UI Design, UX Design, Product Strategy, Prototyping & Testing, vQA
DAT has been the freight logistics industry standard for decades. (DAT stands for ‘Dial-A-Truck’ – the company started off posting loads at rest areas where truckers could call in and bid on the load!)
DAT powers the trucking industry in North America through a suite of data and logistics tools utilized by carriers (truckers) shippers (those who need their goods trucked), and brokers (the middlepeople who ensure shipments get from point A to point B without a hitch).
At its essence, DAT enables goods to be sent by truck from point A to point B. But distilling the mission like that undersells how complex the challenge truly is. For context, in 2022, 400 million truckload shipments were posted to DAT!
In recent years, however, competitors have been nipping at the company’s heels, offering new technology and features.
Our mission was to audit and redesign DAT’s product offerings and identify ways to improve the experience for its key users (brokers, carriers and shippers).
DAT’s product offerings were siloed by customer segment. Tools for brokers didn’t necessarily look or act anything like tools for carriers, and that led to confusion and inefficiencies (solvable ones!)
Our efforts helped bring DAT One to life, which took the company’s disparate products and unified them into a single platform. Continuity across platforms meant reduced friction between users
I focused much of my efforts on a brand new product called Private Network. Working with a couple of wonderful and talented UX Designers at DAT, we sought to build a platform that let users connect with each other, forming a network of trusted partners that improved efficiency and trust – why scroll through a long list of carriers when you have a curated list of folks you know and trust!

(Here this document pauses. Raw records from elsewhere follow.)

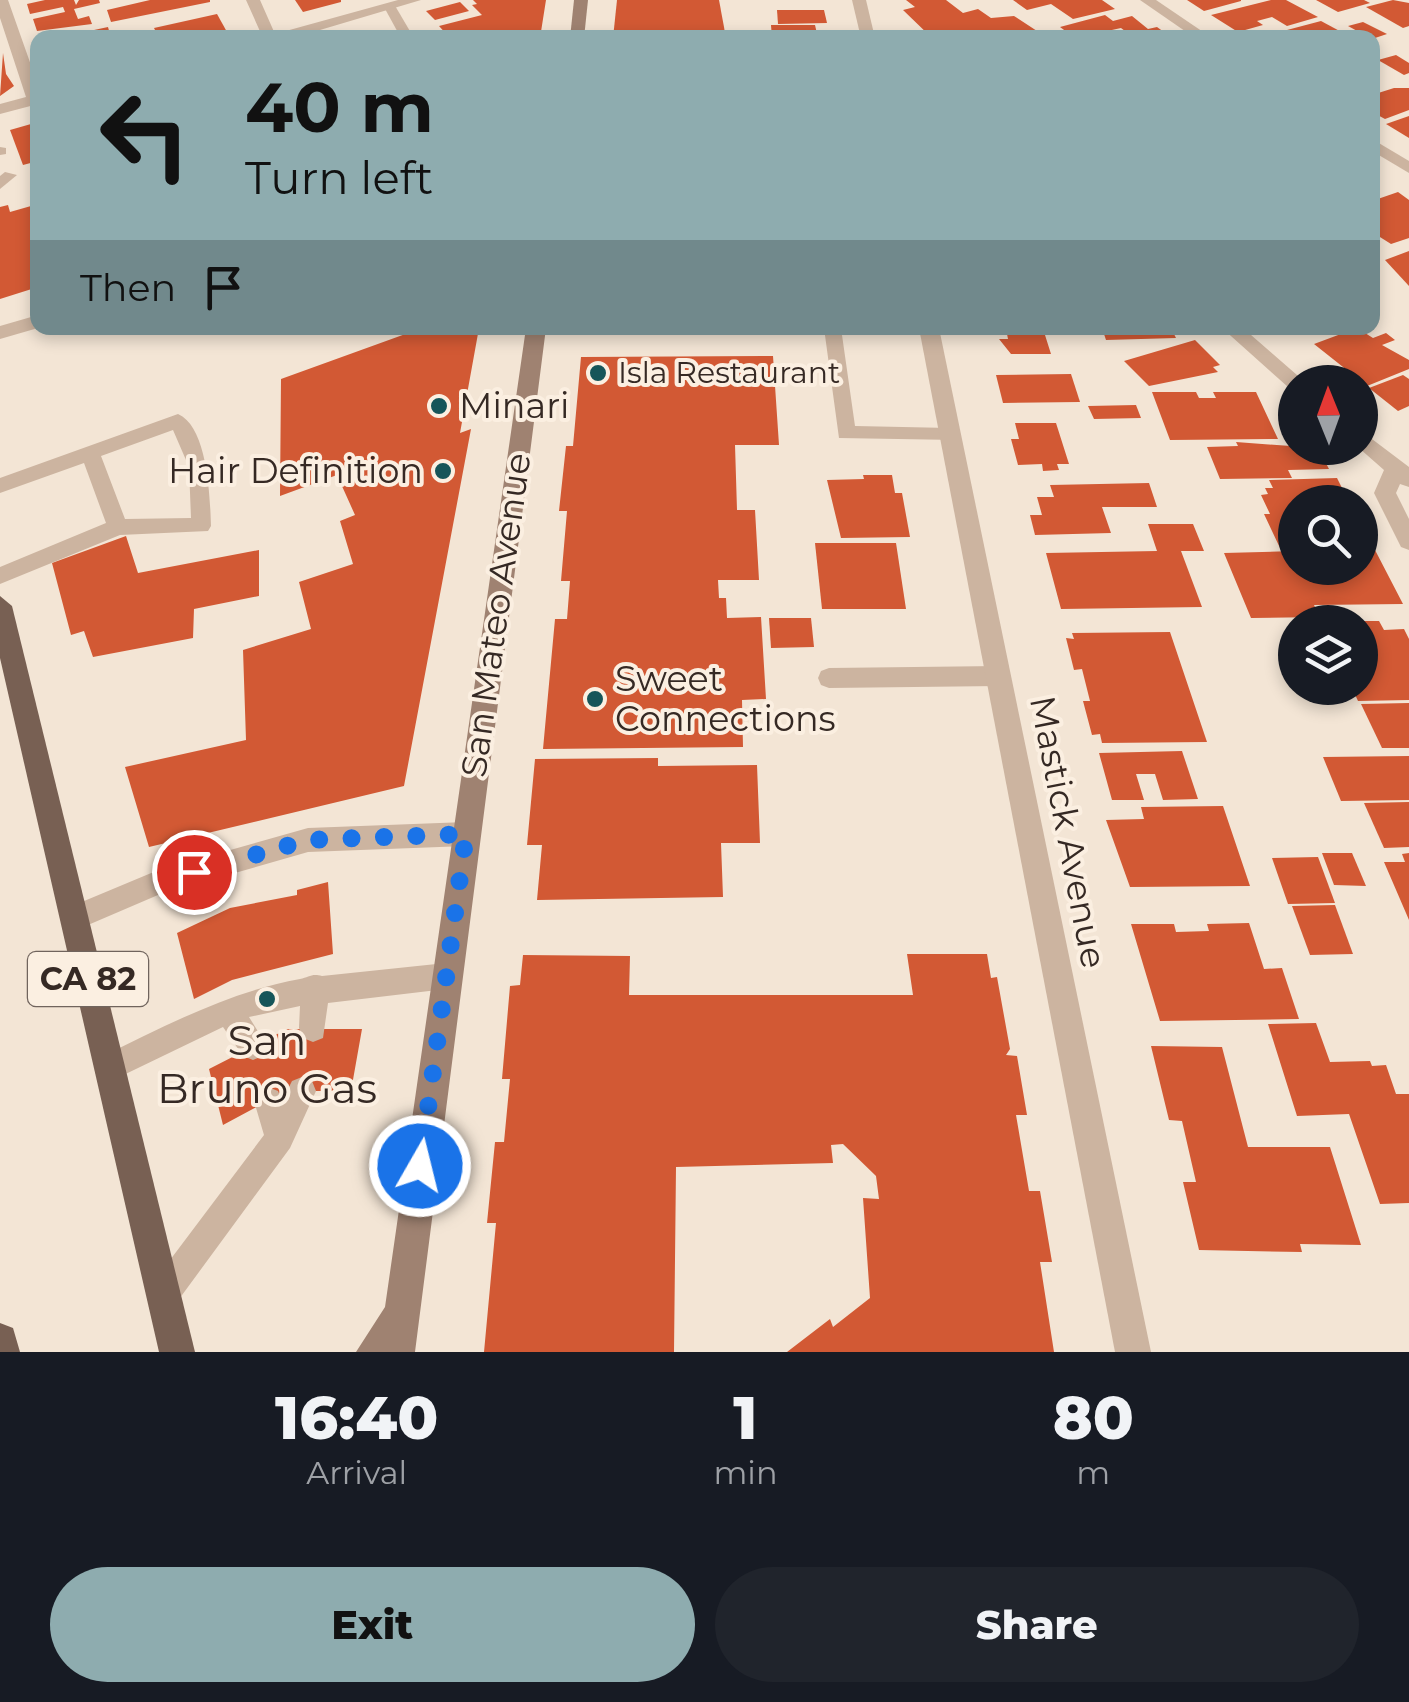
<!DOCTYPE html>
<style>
body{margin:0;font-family:Montserrat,sans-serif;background:#20242c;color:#f1f3f6;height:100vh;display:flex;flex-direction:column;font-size:38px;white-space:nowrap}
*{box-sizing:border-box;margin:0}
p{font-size:32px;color:#9ea1a6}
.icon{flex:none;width:55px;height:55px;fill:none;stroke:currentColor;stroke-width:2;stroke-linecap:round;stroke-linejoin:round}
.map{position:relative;height:1352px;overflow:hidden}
.side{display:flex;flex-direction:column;background:#171b24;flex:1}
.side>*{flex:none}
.hud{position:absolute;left:30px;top:30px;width:1350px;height:305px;border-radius:20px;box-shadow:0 5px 15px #0003;background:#8eacaf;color:#111;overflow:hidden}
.needle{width:65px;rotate:359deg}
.tools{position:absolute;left:1278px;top:365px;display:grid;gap:20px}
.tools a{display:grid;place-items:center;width:100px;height:100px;border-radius:50%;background:#171b24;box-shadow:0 5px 15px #0003;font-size:50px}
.pin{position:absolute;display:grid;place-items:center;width:85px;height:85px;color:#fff;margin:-42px;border:5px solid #fff;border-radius:50%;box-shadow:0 2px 10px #0007}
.me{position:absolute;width:110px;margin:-55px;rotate:8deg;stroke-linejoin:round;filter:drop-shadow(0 0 8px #0008)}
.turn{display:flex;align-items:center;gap:35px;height:210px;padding:0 50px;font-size:45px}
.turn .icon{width:130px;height:130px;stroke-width:2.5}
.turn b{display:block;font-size:70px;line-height:85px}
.then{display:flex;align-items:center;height:95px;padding:0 50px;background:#0003;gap:20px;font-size:38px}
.eta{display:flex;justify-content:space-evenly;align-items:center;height:170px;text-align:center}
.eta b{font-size:60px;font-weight:800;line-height:70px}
.primary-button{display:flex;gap:20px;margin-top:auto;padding:20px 50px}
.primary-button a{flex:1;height:115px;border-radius:60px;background:#8eacaf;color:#111;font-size:40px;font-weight:800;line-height:115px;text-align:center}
.primary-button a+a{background:#20242c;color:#f1f3f6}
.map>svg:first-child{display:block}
.building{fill:#d25934}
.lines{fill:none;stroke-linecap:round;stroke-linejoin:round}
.lane{fill:#ccb4a0;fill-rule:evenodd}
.street{fill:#ccb4a0;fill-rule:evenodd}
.secondary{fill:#9f8271;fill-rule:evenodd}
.primary{fill:#786053;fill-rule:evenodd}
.route{stroke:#1a73e8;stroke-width:18;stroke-dasharray:0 32.4}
.poi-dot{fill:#165559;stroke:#fbefe1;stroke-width:4}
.labels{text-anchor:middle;stroke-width:8;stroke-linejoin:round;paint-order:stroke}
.far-poi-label{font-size:30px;fill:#352924;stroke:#fbefe1;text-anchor:start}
.shield{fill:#fbefe1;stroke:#70645d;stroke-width:2.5}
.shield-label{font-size:32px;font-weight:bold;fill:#352924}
.poi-label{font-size:35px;fill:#352924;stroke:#fbefe1;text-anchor:start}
.street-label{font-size:35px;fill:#352924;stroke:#fbefe1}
.near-poi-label{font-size:42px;fill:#352924;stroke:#fbefe1}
</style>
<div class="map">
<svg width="1409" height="1352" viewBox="0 0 1409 1352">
<rect width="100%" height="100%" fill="#f3e5d5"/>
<g class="building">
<path d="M 45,0 L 74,0 L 76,5 L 79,0 L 99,0 L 100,3 L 74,9 L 78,19 L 89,16 L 92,24 L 37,31 L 33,19 L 65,12 L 63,7 L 30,14 L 27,4 Z"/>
<path d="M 150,0 L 210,0 L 210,2 L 111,22 L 107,10 Z"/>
<path d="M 295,0 L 341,0 L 341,2 L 303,12 Z"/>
<path d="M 473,0 L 546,0 L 540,38 L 450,38 L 439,26 L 482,15 L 472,5 L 477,4 Z"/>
<path d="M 617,0 L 719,0 L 726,38 L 613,38 Z"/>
<path d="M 906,0 L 946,0 L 963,13 L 978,9 L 991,18 L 1014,16 L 1037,31 L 1014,38 L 932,38 L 903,10 L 915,7 Z"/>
<path d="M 1013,0 L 1102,0 L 1115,9 L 1073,19 L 1051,4 L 1027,10 Z"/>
<path d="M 1187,0 L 1241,0 L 1241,1 L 1204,11 Z"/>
<path d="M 1271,0 L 1286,0 L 1318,17 L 1287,26 L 1272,17 L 1257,21 L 1263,25 L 1238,32 L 1211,15 Z"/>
<path d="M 1316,0 L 1364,0 L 1370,3 L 1338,12 Z"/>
<path d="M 1393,0 L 1409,3 L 1409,26 L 1403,28 L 1366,7 Z"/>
<path d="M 460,2 L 469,11 L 435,20 L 426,11 Z"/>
<path d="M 777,10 L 824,10 L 827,23 L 778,24 Z"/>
<path d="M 217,14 L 227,32 L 159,38 L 154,28 Z"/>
<path d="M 1105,15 L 1113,21 L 1132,16 L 1148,29 L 1157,27 L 1168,35 L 1123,38 L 1129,34 L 1121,28 L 1075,38 L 1060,27 Z"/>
<path d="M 1321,21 L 1347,35 L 1265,38 L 1264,36 Z"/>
<path d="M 1363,22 L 1387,34 L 1372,39 L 1348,26 Z"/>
<path d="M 771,25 L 815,25 L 818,38 L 772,38 Z"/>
<path d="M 108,27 L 111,38 L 66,38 L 66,36 Z"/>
<path d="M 3,53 L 6,74 L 14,86 L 0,96 Z"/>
<path d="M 1396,55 L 1409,63 L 1409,73 L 1404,75 L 1378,60 Z"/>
<path d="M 1394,88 L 1409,88 L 1409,110 L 1385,119 L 1372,112 L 1372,95 Z"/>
<path d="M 1409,116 L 1409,138 L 1386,124 Z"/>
<path d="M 38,122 L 38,161 L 23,165 L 10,130 Z"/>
<path d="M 1398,192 L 1409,200 L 1409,238 L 1391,244 L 1372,232 L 1372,201 Z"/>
<path d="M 38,204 L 38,287 L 0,299 L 0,207 L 8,205 L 10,212 Z"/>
<path d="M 1409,251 L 1409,286 L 1385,260 Z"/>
<path d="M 422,328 L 479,328 L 460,433 L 471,429 L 404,786 L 149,847 L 125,767 L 246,740 L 243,650 L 311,629 L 299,582 L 353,564 L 340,521 L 355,515 L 337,475 L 280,496 L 281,379 Z"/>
<path d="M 981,328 L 1036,328 L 1039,335 L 1045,335 L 1051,354 L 1011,354 L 999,339 L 1008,339 L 1007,334 L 983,334 Z"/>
<path d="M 1102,328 L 1171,328 L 1176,338 L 1106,340 Z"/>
<path d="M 1357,328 L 1373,338 L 1386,333 L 1395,340 L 1382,345 L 1409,360 L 1409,369 L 1367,386 L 1314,344 Z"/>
<path d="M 1195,340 L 1220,365 L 1213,367 L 1218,372 L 1149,386 L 1124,361 Z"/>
<path d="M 773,356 L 779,445 L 735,445 L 737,510 L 755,510 L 759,580 L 718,580 L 719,598 L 726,598 L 727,618 L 761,617 L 766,699 L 742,700 L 743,747 L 543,749 L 555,619 L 567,619 L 570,581 L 561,581 L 567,511 L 559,511 L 566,446 L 573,446 L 581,357 Z"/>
<path d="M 1071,374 L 1080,402 L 1003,403 L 996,375 Z"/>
<path d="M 1403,375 L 1409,379 L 1409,406 L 1398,411 L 1369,388 Z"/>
<path d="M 1152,392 L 1196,392 L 1199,398 L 1216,398 L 1213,392 L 1256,392 L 1278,439 L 1170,440 Z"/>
<path d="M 1136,405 L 1141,418 L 1094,419 L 1088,406 Z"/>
<path d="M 1015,423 L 1056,423 L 1069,464 L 1057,464 L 1059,470 L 1043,471 L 1042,464 L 1018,465 L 1011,439 L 1019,439 Z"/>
<path d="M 1236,442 L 1318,448 L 1329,469 L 1288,470 L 1292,478 L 1220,479 L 1207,447 L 1238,446 Z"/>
<path d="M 863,475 L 892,475 L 895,493 L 902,493 L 910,537 L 841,538 L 827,480 L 864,479 Z"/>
<path d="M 1337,478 L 1349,502 L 1295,502 L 1295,547 L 1280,548 L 1264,514 L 1270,514 L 1261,495 L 1268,494 L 1265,488 L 1273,488 L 1269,480 Z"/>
<path d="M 1149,483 L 1157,507 L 1102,507 L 1111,533 L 1035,535 L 1030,515 L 1042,515 L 1037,497 L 1054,497 L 1050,485 Z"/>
<path d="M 1148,524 L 1193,524 L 1204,551 L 1181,551 L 1202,607 L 1061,609 L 1046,553 L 1157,551 Z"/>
<path d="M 126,536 L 138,573 L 259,550 L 259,596 L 194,609 L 193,638 L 93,657 L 84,631 L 71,635 L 52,563 Z"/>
<path d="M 815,543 L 896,543 L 906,609 L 822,609 Z"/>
<path d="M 1360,550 L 1375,550 L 1403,604 L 1314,605 L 1320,617 L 1251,618 L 1224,553 L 1295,551 L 1295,568 L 1360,568 Z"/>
<path d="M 769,618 L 811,618 L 814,647 L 771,648 Z"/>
<path d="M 1360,621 L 1379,621 L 1384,630 L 1404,629 L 1409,639 L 1409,700 L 1358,701 L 1352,688 L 1360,688 Z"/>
<path d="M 1170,632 L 1207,742 L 1102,743 L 1100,734 L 1092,735 L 1083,701 L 1090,701 L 1082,669 L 1074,670 L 1066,638 L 1074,639 L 1072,633 Z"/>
<path d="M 1409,703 L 1409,748 L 1382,748 L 1361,704 Z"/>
<path d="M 1182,751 L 1198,799 L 1163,800 L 1155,774 L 1136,774 L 1144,800 L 1112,800 L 1099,753 Z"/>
<path d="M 1409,756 L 1409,800 L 1341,801 L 1323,757 Z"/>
<path d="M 658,758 L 658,766 L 757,765 L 760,843 L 721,843 L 723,897 L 537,900 L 542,845 L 527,845 L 535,759 Z"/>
<path d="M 1409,802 L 1409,847 L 1384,848 L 1364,803 Z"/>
<path d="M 1223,806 L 1250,886 L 1130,887 L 1106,820 L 1144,819 L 1141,807 Z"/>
<path d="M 1322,853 L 1352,853 L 1366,886 L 1334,885 Z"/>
<path d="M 1409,853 L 1409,920 L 1384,862 L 1405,862 L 1402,854 Z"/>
<path d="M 1318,857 L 1335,903 L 1288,904 L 1272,858 Z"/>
<path d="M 328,882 L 333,954 L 232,980 L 194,999 L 177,933 L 230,908 L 297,895 L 297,890 Z"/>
<path d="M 1335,905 L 1353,954 L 1310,955 L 1292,906 Z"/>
<path d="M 1249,923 L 1264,969 L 1282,968 L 1299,1019 L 1160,1021 L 1131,924 L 1174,924 L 1176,932 L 1209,931 L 1207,924 Z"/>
<path d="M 907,954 L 987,954 L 991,978 L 997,977 L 1010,1049 L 1006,1055 L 1017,1056 L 1027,1115 L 1016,1115 L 1029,1191 L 1040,1191 L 1052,1262 L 1040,1262 L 1054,1352 L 787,1352 L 830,1319 L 833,1327 L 870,1298 L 863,1198 L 879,1199 L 876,1176 L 843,1144 L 831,1145 L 833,1163 L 676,1167 L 674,1352 L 484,1352 L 496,1223 L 487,1223 L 495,1142 L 504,1142 L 510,1079 L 502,1079 L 510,986 L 520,985 L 523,955 L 630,956 L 629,995 L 913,995 Z"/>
<path d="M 1316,1023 L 1330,1062 L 1370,1061 L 1372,1066 L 1386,1065 L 1396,1094 L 1409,1094 L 1409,1203 L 1380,1204 L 1349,1114 L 1297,1116 L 1268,1024 Z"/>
<path d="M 287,1029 L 362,1029 L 351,1091 L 286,1091 L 223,1125 L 209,1069 Z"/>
<path d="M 1151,1046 L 1222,1047 L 1248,1147 L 1330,1147 L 1361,1245 L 1300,1244 L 1302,1252 L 1199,1250 L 1183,1182 L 1196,1182 L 1182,1121 L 1169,1120 Z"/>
</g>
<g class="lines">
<g class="lane">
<path d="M 390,3 L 394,4 L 414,38 L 401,38 L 384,7 Z"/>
<path d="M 0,147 L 6,148 L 6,154 L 0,155 Z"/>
<path d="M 5,172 L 17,175 L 0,189 L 0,176 Z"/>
<path d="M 824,328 L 841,328 L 855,426 L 950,428 L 959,435 L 957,440 L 839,438 Z"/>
<path d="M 178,414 C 208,427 210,498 211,526 L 208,531 L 120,535 L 0,584 L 0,567 L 106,523 L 84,463 L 0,493 L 0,478 ZM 173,430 L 189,467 L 191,518 L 125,519 L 101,456 Z"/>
<path d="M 999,666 L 1007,669 L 1010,676 L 1007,683 L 999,686 L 829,688 L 821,685 L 818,678 L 821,671 L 829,668 Z"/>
<path d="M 466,822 L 475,826 L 478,834 L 475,842 L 466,846 L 308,852 L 158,895 L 74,931 L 65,927 L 61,918 L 65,909 L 156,871 L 308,828 Z"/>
<path d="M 446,963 L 456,966 L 459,976 L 456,986 L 446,989 L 328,1003 L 323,1038 L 313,1042 L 303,1038 L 299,1028 L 300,1006 L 249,1017 L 267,1046 L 263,1056 L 253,1060 L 243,1056 L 223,1027 L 109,1082 L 99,1078 L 95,1068 L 99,1058 C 165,1026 228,992 300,979 C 309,977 312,973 322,976 Z"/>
<path d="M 302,1077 L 312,1081 L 316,1091 L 290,1148 L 174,1306 L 163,1311 L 152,1306 L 147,1295 L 152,1284 L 264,1135 L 254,1101 L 258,1091 L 268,1087 L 278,1091 L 282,1101 L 292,1081 Z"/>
</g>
<g class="street">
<path d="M 0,0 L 8,0 L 38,85 L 38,104 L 0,114 L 0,104 L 26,97 L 0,18 Z"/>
<path d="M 246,0 L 260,0 L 275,34 L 398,0 L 421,0 L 293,38 L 263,38 Z"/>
<path d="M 852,0 L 866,0 L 875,38 L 861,38 Z"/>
<path d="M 1140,0 L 1156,0 L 1212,38 L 1195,38 Z"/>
<path d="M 1372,139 L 1409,161 L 1409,173 L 1372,151 Z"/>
<path d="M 38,315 L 38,328 L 0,339 L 0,326 Z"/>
<path d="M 919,328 L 939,328 L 1151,1352 L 1115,1352 Z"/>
<path d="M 1222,328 L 1243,328 L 1305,382 L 1295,382 L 1295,389 L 1288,387 Z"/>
<path d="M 1360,430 L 1409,467 L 1409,487 L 1400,484 L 1396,493 L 1409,519 L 1409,550 L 1401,547 L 1374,493 L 1384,470 L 1359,448 Z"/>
</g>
<g class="secondary">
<path d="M 574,0 L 588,0 L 584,38 L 570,38 Z"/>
<path d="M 526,328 L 546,328 L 415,1352 L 356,1352 L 385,1307 Z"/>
</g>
<g class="primary">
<path d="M 0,596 L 12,606 L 195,1352 L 159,1352 L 0,658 Z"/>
<path d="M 0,1323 L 13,1328 L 20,1352 L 0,1352 Z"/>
</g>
</g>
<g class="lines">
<path class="route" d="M 194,872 L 308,840 L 466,834 L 420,1166"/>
</g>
<g class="poi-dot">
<circle cx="598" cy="373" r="10"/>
<circle cx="439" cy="406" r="10"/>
<circle cx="443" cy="471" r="10"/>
<circle cx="595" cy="699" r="10"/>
<circle cx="267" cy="999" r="10"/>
</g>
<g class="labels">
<g class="far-poi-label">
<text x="618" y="383">Isla Restaurant</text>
</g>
<rect class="shield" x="28" y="952" width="120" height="54" rx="8"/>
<g class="shield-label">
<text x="88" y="990">CA 82</text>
</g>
<g class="poi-label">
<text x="459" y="418">Minari</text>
<text x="423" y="483" text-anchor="end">Hair Definition</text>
<text x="615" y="691">Sweet<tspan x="615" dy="40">Connections</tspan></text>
</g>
<g class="street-label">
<text transform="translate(496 615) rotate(-82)" y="12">San Mateo Avenue</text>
<text transform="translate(1068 832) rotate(79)" y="12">Mastick Avenue</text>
</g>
<g class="near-poi-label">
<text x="267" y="1055">San<tspan x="267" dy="48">Bruno Gas</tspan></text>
</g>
</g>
</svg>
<div class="tools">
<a><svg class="needle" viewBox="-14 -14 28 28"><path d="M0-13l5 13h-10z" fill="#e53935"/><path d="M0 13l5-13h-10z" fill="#9ea1a6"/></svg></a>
<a><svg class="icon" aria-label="search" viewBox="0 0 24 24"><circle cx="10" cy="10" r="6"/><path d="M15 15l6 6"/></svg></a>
<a><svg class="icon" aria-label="layers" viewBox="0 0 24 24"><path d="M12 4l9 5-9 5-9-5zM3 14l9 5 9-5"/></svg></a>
</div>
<div class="pin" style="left:194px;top:872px;background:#d93025"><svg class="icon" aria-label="arrive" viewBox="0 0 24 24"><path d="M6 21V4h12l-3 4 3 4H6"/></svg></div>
<svg class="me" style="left:420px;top:1166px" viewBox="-20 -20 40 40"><circle r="17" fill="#1a73e8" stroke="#fff" stroke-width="3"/><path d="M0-11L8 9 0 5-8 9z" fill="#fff"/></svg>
<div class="hud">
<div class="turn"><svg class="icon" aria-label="left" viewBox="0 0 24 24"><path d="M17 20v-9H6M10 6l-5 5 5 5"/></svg><div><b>40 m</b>Turn left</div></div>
<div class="then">Then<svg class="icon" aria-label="arrive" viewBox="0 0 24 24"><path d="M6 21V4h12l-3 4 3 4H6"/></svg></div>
</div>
</div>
<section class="side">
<div class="eta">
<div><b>16:40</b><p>Arrival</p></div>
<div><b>1</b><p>min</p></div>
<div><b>80</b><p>m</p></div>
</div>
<div class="primary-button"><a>Exit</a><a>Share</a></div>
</section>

Truck drivers need to complete an onboarding process, aptly called OnBoard, each time they want to bid on a shipment posted by broker they've never worked with before. Drivers would complain that they'd lose out on shipments because the OnBoard process took so long. That's unacceptable!
I audited the process and discovered a ton of opportunity to improve and expedite the experience. Leveraging publicly available data via API calls autocompleted a lot of the required fields, and adding a sidebar containing the shipment status lets drives know whether the shipment is still available.
The old process would take upwards of half an hour. We clocked the new and improved OnBoard in the 5-7 minute range.
A unified platform necessitated a unified design system. I helped with DAT One’s design system and information architecture, factoring in the needs of customers who use features like load posting and tracking.
The design system greatly helped streamline our efforts and reduced the chance for inconsistencies thanks to a robust set of reusable components and clear guidelines.
When I was first brought on to the project, DAT was preparing to launch its newly redesigned marketing site. Armed with a background in front-end web design, I was able to not only conduct a full visual quality assurance audit of the site, but troubleshoot and provide solutions for most of the bugs I identified.
Freight logistics is head-spinningly complex. Ever since working with DAT, I’ve had a newfound sense of reverence and appreciation for trucks on the highway now that I know the full extent of what goes into their journey.
As for my role, this was an intimidating project to dive into. However, over time I realized that the goal was quite simple: Find the most effective way to connect brokers who need loads shipped with truckers who can ship the loads. At that point it was just a matter of finding and improving upon any element of the overall experience that impacts that basic goal. That lesson has since helped me address seemingly unmovable obstacles in projects.